Os dois delegados de Polícia Civil do Ceará (PCCE) que se tornaram alvos de Procedimento Administrativo Disciplinar (PAD) no caso da suposta falha de custódia da maconha encontrada em Acopiara foram exonerados dos cargos.
Conforme documento a que a reportagem do Diário do Nordeste teve acesso, Marcos Sandro Nazaré de Lira, ocupante da função de delegado seccional da 4° Seccional do Interior Sul, e Vicente de Paula Rodrigues, delegado titular da Delegacia de Polícia Civil de Acopiara, foram afastados dos cargos desde o dia 29 de junho de 2026.

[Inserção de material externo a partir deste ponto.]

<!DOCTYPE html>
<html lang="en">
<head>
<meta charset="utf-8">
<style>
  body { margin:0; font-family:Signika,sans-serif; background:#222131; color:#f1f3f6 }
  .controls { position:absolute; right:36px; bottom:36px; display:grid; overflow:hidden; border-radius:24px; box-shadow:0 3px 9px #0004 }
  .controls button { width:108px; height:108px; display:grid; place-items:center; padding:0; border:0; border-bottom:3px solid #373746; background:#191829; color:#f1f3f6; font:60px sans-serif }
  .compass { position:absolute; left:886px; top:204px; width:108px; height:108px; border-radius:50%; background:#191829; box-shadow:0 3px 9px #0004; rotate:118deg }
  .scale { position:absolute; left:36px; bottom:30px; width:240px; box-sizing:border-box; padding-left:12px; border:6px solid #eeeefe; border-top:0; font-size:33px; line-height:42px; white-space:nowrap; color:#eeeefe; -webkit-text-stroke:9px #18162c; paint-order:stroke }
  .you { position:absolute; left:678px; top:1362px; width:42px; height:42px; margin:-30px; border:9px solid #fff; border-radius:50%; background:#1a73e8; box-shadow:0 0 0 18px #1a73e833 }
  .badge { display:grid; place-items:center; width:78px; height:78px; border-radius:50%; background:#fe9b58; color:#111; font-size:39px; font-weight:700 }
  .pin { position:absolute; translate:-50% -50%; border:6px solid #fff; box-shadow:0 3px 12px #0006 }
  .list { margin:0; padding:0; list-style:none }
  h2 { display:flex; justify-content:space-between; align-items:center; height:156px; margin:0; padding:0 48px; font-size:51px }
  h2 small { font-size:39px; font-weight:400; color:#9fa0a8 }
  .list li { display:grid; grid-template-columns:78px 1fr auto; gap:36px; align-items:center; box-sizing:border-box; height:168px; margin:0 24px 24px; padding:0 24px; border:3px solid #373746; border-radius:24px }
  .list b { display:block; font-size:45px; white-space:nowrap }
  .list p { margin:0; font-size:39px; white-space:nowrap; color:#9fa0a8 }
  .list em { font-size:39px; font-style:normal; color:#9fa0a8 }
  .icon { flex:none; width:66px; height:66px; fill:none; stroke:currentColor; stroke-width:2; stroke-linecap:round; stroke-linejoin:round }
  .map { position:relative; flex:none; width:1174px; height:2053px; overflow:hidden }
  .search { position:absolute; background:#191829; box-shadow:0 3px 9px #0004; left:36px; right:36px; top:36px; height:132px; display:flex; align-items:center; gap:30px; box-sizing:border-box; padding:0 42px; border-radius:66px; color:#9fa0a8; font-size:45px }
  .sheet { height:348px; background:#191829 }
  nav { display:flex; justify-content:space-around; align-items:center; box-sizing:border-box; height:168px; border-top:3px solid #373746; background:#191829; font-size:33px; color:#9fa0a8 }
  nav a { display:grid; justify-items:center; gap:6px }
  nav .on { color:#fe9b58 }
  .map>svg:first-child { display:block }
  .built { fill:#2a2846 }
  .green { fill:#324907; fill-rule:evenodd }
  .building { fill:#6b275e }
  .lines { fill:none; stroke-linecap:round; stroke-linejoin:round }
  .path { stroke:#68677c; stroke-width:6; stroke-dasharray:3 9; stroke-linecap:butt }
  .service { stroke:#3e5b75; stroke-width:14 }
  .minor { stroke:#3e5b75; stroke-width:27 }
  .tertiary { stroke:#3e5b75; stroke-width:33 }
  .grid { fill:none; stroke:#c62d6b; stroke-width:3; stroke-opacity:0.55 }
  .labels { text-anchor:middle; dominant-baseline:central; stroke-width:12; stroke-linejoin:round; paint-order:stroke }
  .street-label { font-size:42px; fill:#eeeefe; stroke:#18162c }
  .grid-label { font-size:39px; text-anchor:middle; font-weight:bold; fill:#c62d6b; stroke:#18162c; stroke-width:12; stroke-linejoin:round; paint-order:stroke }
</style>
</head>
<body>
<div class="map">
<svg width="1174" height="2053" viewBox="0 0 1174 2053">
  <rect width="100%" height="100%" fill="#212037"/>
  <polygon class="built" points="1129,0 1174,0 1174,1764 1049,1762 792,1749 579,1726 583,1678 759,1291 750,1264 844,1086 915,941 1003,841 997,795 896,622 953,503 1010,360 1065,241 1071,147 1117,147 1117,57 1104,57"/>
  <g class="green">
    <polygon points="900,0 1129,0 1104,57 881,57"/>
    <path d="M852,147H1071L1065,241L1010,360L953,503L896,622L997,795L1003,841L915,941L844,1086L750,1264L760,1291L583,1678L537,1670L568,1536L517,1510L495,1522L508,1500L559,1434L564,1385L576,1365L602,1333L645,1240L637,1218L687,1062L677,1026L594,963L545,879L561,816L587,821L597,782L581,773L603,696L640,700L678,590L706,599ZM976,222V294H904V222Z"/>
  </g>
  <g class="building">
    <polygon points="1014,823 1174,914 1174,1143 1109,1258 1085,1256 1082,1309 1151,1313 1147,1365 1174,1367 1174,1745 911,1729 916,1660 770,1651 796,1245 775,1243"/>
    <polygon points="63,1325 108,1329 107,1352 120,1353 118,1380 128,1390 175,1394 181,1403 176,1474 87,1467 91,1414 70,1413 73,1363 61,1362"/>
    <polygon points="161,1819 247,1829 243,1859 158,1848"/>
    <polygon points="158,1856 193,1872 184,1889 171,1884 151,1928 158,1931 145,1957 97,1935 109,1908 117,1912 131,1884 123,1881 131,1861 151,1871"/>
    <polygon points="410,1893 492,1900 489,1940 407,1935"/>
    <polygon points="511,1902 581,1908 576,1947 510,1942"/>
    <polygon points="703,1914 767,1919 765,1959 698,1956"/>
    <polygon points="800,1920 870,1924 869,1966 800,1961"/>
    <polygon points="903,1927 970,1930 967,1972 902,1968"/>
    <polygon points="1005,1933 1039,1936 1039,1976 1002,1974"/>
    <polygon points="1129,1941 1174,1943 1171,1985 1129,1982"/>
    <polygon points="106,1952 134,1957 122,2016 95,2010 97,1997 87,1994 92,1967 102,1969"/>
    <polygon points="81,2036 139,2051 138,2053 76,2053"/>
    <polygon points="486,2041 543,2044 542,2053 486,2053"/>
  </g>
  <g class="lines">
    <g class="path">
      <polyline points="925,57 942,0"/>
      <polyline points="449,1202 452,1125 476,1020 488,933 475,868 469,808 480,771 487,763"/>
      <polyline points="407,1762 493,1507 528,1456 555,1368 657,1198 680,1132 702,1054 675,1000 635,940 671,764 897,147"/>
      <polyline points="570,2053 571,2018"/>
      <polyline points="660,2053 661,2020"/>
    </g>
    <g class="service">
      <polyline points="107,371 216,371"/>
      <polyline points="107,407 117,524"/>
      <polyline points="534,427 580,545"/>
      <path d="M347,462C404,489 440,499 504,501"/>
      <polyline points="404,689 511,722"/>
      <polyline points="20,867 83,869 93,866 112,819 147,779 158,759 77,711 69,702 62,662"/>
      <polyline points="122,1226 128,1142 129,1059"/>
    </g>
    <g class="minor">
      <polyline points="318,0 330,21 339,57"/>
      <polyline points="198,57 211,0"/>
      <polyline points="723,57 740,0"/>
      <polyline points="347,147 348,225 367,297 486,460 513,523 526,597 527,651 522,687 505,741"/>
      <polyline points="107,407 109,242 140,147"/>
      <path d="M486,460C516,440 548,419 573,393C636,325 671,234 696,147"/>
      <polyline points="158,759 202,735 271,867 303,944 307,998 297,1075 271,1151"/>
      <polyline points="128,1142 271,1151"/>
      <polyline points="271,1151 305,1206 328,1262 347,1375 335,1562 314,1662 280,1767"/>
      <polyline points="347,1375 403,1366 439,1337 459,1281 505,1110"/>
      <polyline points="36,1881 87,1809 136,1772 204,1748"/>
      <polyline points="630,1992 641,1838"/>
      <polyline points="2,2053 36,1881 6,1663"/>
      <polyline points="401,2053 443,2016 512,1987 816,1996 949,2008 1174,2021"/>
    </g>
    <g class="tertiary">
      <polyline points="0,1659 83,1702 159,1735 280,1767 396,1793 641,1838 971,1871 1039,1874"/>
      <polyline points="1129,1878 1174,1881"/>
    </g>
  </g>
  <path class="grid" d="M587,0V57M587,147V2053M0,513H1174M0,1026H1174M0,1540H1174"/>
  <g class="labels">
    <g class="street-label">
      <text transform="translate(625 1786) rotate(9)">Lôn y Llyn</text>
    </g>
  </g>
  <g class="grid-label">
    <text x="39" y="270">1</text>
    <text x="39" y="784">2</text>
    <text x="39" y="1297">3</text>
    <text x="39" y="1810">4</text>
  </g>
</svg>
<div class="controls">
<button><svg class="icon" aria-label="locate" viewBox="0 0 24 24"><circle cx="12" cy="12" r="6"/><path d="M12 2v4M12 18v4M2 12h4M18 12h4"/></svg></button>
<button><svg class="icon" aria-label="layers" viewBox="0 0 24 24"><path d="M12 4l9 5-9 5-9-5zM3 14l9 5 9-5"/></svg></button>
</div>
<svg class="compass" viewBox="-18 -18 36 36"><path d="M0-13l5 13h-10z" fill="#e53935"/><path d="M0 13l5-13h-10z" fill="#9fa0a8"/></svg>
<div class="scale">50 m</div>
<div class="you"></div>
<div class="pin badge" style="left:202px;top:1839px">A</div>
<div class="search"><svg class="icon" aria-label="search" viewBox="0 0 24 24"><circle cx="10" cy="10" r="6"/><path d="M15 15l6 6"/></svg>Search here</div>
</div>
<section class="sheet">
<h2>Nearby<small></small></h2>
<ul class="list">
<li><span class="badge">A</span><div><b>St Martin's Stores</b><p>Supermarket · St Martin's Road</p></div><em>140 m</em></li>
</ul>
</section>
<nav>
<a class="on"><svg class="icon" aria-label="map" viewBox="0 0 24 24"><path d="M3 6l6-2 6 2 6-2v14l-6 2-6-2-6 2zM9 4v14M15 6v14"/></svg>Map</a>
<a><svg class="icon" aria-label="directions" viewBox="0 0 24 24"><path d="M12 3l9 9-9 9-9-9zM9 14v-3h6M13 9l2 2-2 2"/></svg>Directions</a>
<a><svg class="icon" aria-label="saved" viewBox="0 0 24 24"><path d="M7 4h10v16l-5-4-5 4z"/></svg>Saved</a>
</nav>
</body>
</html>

O delegado Jaime de Paula Pessoa Linhares, presidente da Associação dos Delegados de Polícia Civil do Estado do Ceará (Adepol-CE) diz considerar o afastamento uma condenação antecipada e que traz um prejuízo financeiro aos delegados. “Vamos procurar rebater (as exonerações) juridicamente”, afirmou.
Em nota, a assessoria jurídica da Adepol destacou que “as exonerações dos Delegados de Polícia decorreram da instauração de um processo administrativo disciplinar, medida esta que, a nosso ver, é completamente precipitada e desarrazoada, tendo em vista que sequer houve procedimento apuratório preliminar para se investigar o fato na sua amplitude e delimitar as responsabilidades, o que denota um açodamento que tem contornos de prejulgamento. Lamentamos, por demais, que se queira adotar essa toada a um caso tão sensível como esse”.
Na última quinta-feira (2), o governador Elmano de Freitas confirmou a investigação e disse que a Controladoria Geral de Disciplina dos Órgãos de Segurança Pública (CGD) vai “apurar responsabilidades” dos agentes responsáveis pela custódia da plantação de 290 mil pés de maconha encontrados em Acopiada, Interior do Estado.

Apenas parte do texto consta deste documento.